Given records START
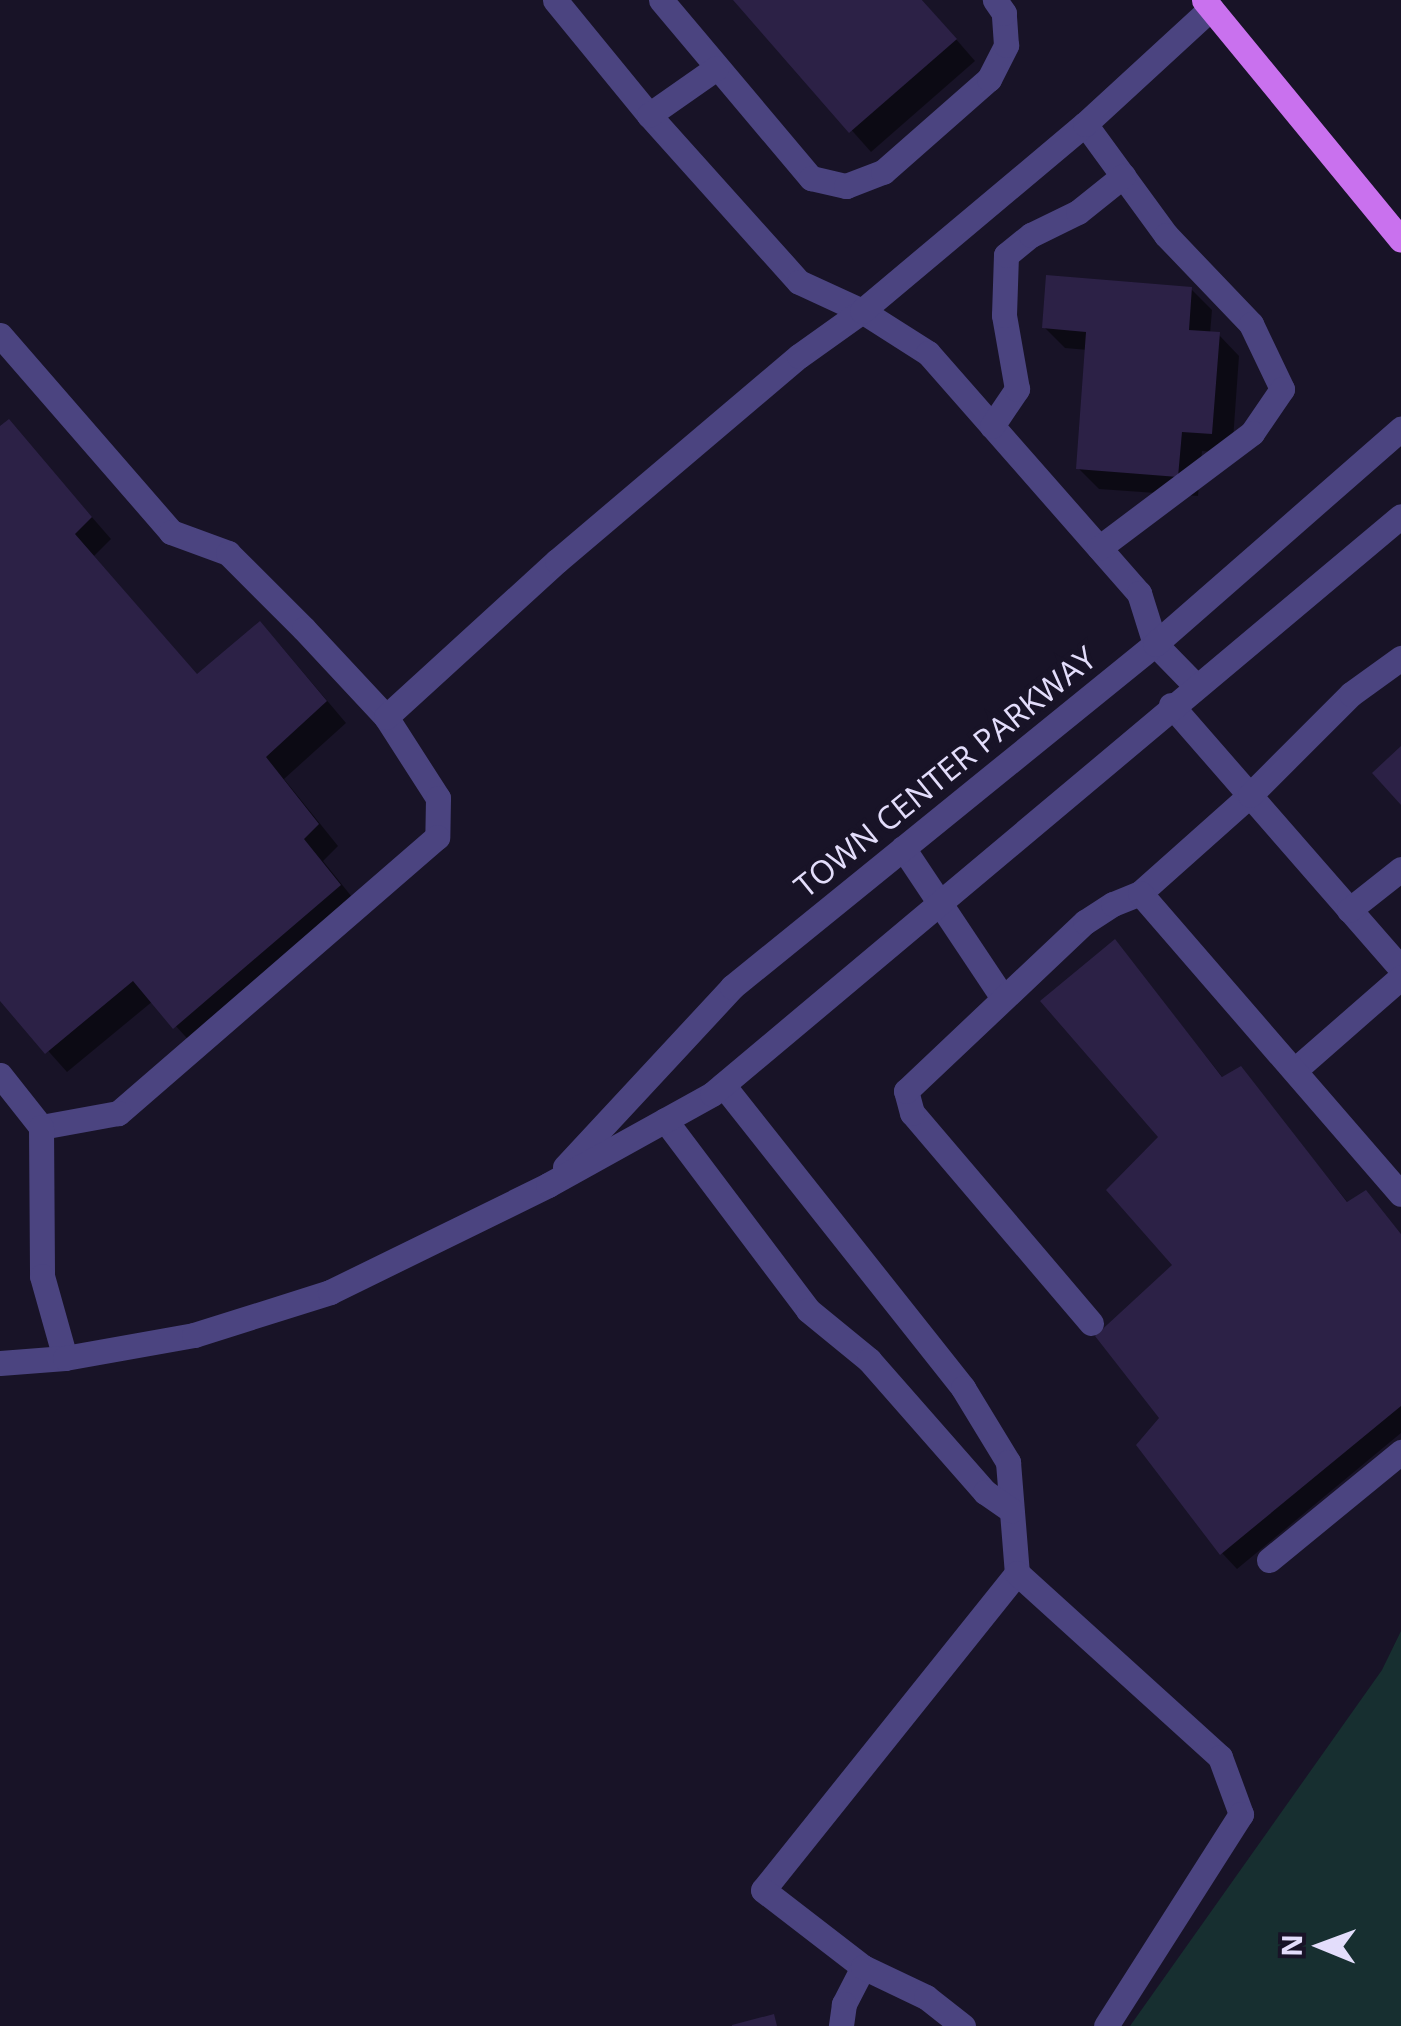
<!DOCTYPE html>
<html>
<head>
<meta charset="utf-8">
<style>
  body { margin:0 }
  #map { position:relative; width:1401px; height:2026px; overflow:hidden; background:#181327; font-family:"Open Sans",sans-serif }
  div>[style] { position:absolute }
  .green>* { inset:0; background:#172f30 }
  .shadow>* { inset:0; background:#0007 }
  .building>* { inset:0; background:#2c2146 }
  .minor>* { height:25px; margin:-12.5px; padding:0 12.5px; transform-origin:12.5px; border-radius:12.5px; background:#4b4480 }
  .major>* { height:25px; margin:-12.5px; padding:0 12.5px; transform-origin:12.5px; border-radius:12.5px; background:#c971ee }
  span { translate:-50% -50%; white-space:nowrap; text-align:center; line-height:1.15; -webkit-text-stroke:9px #181327; paint-order:stroke }
  .street-label { font-size:32px; color:#e3ddfb }
  .north { position:absolute; left:1271px; top:1896px; width:100px; height:100px; -webkit-text-stroke:8px #181327; paint-order:stroke; rotate:271deg; font-size:28px; font-weight:700; line-height:40px; text-align:center; color:#e3ddfb }
  .north::after { content:''; display:block; margin:auto; width:35px; height:45px; background:#e3ddfb; clip-path:polygon(50% 0,100% 100%,50% 72%,0 100%) }
</style>
</head>
<body>
<div id="map">
  <div class="green">
    <i style="clip-path:polygon(1401px 1631px,1401px 2026px,1130px 2026px,1382px 1670px)"></i>
  </div>
  <div class="shadow">
    <i style="clip-path:polygon(736px 0,922px 0,975px 61px,871px 152px)"></i>
    <i style="clip-path:polygon(1191px 289px,1212px 310px,1210px 334px,1219px 335px,1239px 356px,1232px 454px,1202px 451px,1198px 496px,1099px 489px,1078px 468px,1088px 350px,1065px 348px,1044px 327px)"></i>
    <i style="clip-path:polygon(9px 422px,111px 539px,94px 556px,198px 676px,280px 645px,346px 723px,284px 779px,338px 846px,323px 861px,360px 907px,195px 1047px,153px 1001px,67px 1072px,0 997px,0 429px)"></i>
    <i style="clip-path:polygon(1115px 942px,1224px 1079px,1241px 1069px,1349px 1204px,1366px 1193px,1401px 1234px,1401px 1433px,1237px 1569px,1222px 1553px,1176px 1265px,1161px 1137px)"></i>
  </div>
  <div class="building">
    <i style="clip-path:polygon(733px 0,922px 0,957px 39px,849px 133px)"></i>
    <i style="clip-path:polygon(1046px 275px,1192px 287px,1189px 330px,1220px 332px,1212px 434px,1182px 432px,1178px 477px,1076px 469px,1086px 332px,1042px 328px)"></i>
    <i style="clip-path:polygon(9px 419px,92px 517px,75px 534px,197px 674px,260px 621px,327px 701px,266px 757px,319px 824px,304px 839px,341px 885px,173px 1029px,133px 981px,45px 1054px,0 1001px,0 426px)"></i>
    <i style="clip-path:polygon(1401px 746px,1401px 805px,1372px 773px)"></i>
    <i style="clip-path:polygon(1115px 939px,1222px 1077px,1241px 1066px,1347px 1202px,1366px 1190px,1401px 1234px,1401px 1406px,1220px 1555px,1136px 1445px,1159px 1418px,1095px 1336px,1172px 1265px,1106px 1190px,1158px 1137px,1040px 1001px)"></i>
    <i style="clip-path:polygon(774px 2014px,777px 2026px,732px 2026px,732px 2025px)"></i>
  </div>
  <div class="minor">
    <i style="left:555px;top:0;width:149px;rotate:50.7deg"></i>
    <i style="left:649px;top:115px;width:224px;rotate:48.1deg"></i>
    <i style="left:799px;top:282px;width:69px;rotate:24.7deg"></i>
    <i style="left:862px;top:311px;width:78px;rotate:32.5deg"></i>
    <i style="left:928px;top:353px;width:320px;rotate:48.7deg"></i>
    <i style="left:1139px;top:593px;width:53px;rotate:72.6deg"></i>
    <i style="left:1155px;top:644px;width:57px;rotate:45.7deg"></i>
    <i style="left:661px;top:0;width:233px;rotate:49.9deg"></i>
    <i style="left:811px;top:178px;width:36px;rotate:13deg"></i>
    <i style="left:846px;top:186px;width:40px;rotate:-21deg"></i>
    <i style="left:883px;top:172px;width:141px;rotate:-41.3deg"></i>
    <i style="left:989px;top:79px;width:38px;rotate:-63deg"></i>
    <i style="left:1006px;top:45px;width:32px;rotate:-94deg"></i>
    <i style="left:1004px;top:13px;width:16px;rotate:-125deg"></i>
    <i style="left:649px;top:115px;width:82px;rotate:-35deg"></i>
    <i style="left:1085px;top:124px;width:137px;rotate:53.9deg"></i>
    <i style="left:1166px;top:235px;width:123px;rotate:46.3deg"></i>
    <i style="left:1251px;top:324px;width:72px;rotate:64.5deg"></i>
    <i style="left:1282px;top:389px;width:53px;rotate:124.3deg"></i>
    <i style="left:1252px;top:433px;width:191px;rotate:143.1deg"></i>
    <i style="left:0;top:335px;width:261px;rotate:49deg"></i>
    <i style="left:171px;top:532px;width:61px;rotate:20.2deg"></i>
    <i style="left:228px;top:553px;width:107px;rotate:45deg"></i>
    <i style="left:304px;top:629px;width:120px;rotate:47deg"></i>
    <i style="left:386px;top:717px;width:96px;rotate:57.3deg"></i>
    <i style="left:438px;top:798px;width:39px;rotate:91deg"></i>
    <i style="left:437px;top:837px;width:422px;rotate:139.1deg"></i>
    <i style="left:118px;top:1113px;width:78px;rotate:169.7deg"></i>
    <i style="left:992px;top:426px;width:45px;rotate:-56deg"></i>
    <i style="left:1017px;top:389px;width:75px;rotate:-100deg"></i>
    <i style="left:1004px;top:315px;width:60px;rotate:-88.1deg"></i>
    <i style="left:1006px;top:255px;width:32px;rotate:-39deg"></i>
    <i style="left:1031px;top:235px;width:52px;rotate:-26.1deg"></i>
    <i style="left:1078px;top:212px;width:58px;rotate:-38.7deg"></i>
    <i style="left:1171px;top:705px;width:350px;rotate:48.9deg"></i>
    <i style="left:386px;top:717px;width:231px;rotate:-42.4deg"></i>
    <i style="left:557px;top:561px;width:317px;rotate:-40.3deg"></i>
    <i style="left:799px;top:356px;width:77px;rotate:-35.5deg"></i>
    <i style="left:862px;top:311px;width:291px;rotate:-40deg"></i>
    <i style="left:1085px;top:124px;width:171px;rotate:-42.6deg"></i>
    <i style="left:903px;top:848px;width:180px;rotate:56.3deg"></i>
    <i style="left:1140px;top:893px;width:147px;rotate:-41.7deg"></i>
    <i style="left:1250px;top:795px;width:143px;rotate:-45deg"></i>
    <i style="left:1351px;top:694px;width:62px;rotate:-35.8deg"></i>
    <i style="left:1349px;top:910px;width:66px;rotate:-38.3deg"></i>
    <i style="left:1296px;top:1069px;width:140px;rotate:-41.2deg"></i>
    <i style="left:0;top:1075px;width:66px;rotate:51.7deg"></i>
    <i style="left:41px;top:1127px;width:149px;rotate:89.6deg"></i>
    <i style="left:42px;top:1276px;width:85px;rotate:74.3deg"></i>
    <i style="left:723px;top:1085px;width:387px;rotate:51.6deg"></i>
    <i style="left:963px;top:1388px;width:87px;rotate:58.7deg"></i>
    <i style="left:1008px;top:1462px;width:111px;rotate:85.4deg"></i>
    <i style="left:1017px;top:1573px;width:406px;rotate:128.7deg"></i>
    <i style="left:763px;top:1890px;width:126px;rotate:37.6deg"></i>
    <i style="left:863px;top:1967px;width:42px;rotate:117.2deg"></i>
    <i style="left:844px;top:2004px;width:22px;rotate:98deg"></i>
    <i style="left:665px;top:1120px;width:238px;rotate:53deg"></i>
    <i style="left:808px;top:1310px;width:79px;rotate:39.3deg"></i>
    <i style="left:869px;top:1360px;width:176px;rotate:48.7deg"></i>
    <i style="left:985px;top:1492px;width:32px;rotate:35deg"></i>
    <i style="left:565px;top:1167px;width:246px;rotate:-47.1deg"></i>
    <i style="left:732px;top:987px;width:545px;rotate:-39.04deg"></i>
    <i style="left:1155px;top:644px;width:327px;rotate:-41.2deg"></i>
    <i style="left:1091px;top:1323px;width:276px;rotate:-130.4deg"></i>
    <i style="left:912px;top:1113px;width:23px;rotate:-105deg"></i>
    <i style="left:906px;top:1091px;width:246px;rotate:-43.4deg"></i>
    <i style="left:1085px;top:922px;width:33px;rotate:-33deg"></i>
    <i style="left:1113px;top:904px;width:29px;rotate:-22deg"></i>
    <i style="left:1140px;top:893px;width:398px;rotate:49.1deg"></i>
    <i style="left:0;top:1363px;width:65px;rotate:-4.4deg"></i>
    <i style="left:65px;top:1358px;width:131px;rotate:-10.1deg"></i>
    <i style="left:194px;top:1335px;width:143px;rotate:-17.5deg"></i>
    <i style="left:330px;top:1292px;width:243px;rotate:-26.1deg"></i>
    <i style="left:548px;top:1185px;width:188px;rotate:-29deg"></i>
    <i style="left:712px;top:1094px;width:899px;rotate:-39.99deg"></i>
    <i style="left:1269px;top:1560px;width:171px;rotate:-39.3deg"></i>
    <i style="left:1017px;top:1573px;width:274px;rotate:42.2deg"></i>
    <i style="left:1220px;top:1757px;width:61px;rotate:69.8deg"></i>
    <i style="left:1241px;top:1814px;width:251px;rotate:122.5deg"></i>
    <i style="left:863px;top:1967px;width:70px;rotate:25.5deg"></i>
    <i style="left:926px;top:1997px;width:47px;rotate:38.1deg"></i>
  </div>
  <div class="major">
    <i style="left:1204px;top:0;width:310px;rotate:50.6deg"></i>
  </div>
  <div class="street-label">
    <span style="left:945px;top:772px;rotate:-39deg">TOWN CENTER PARKWAY</span>
  </div>
  <div class="north">N</div>
</div>
</body>
</html>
Given records END
About this exercise: Nothing but a number is expected here: the number of lines above that hold the word "background".

Output: 7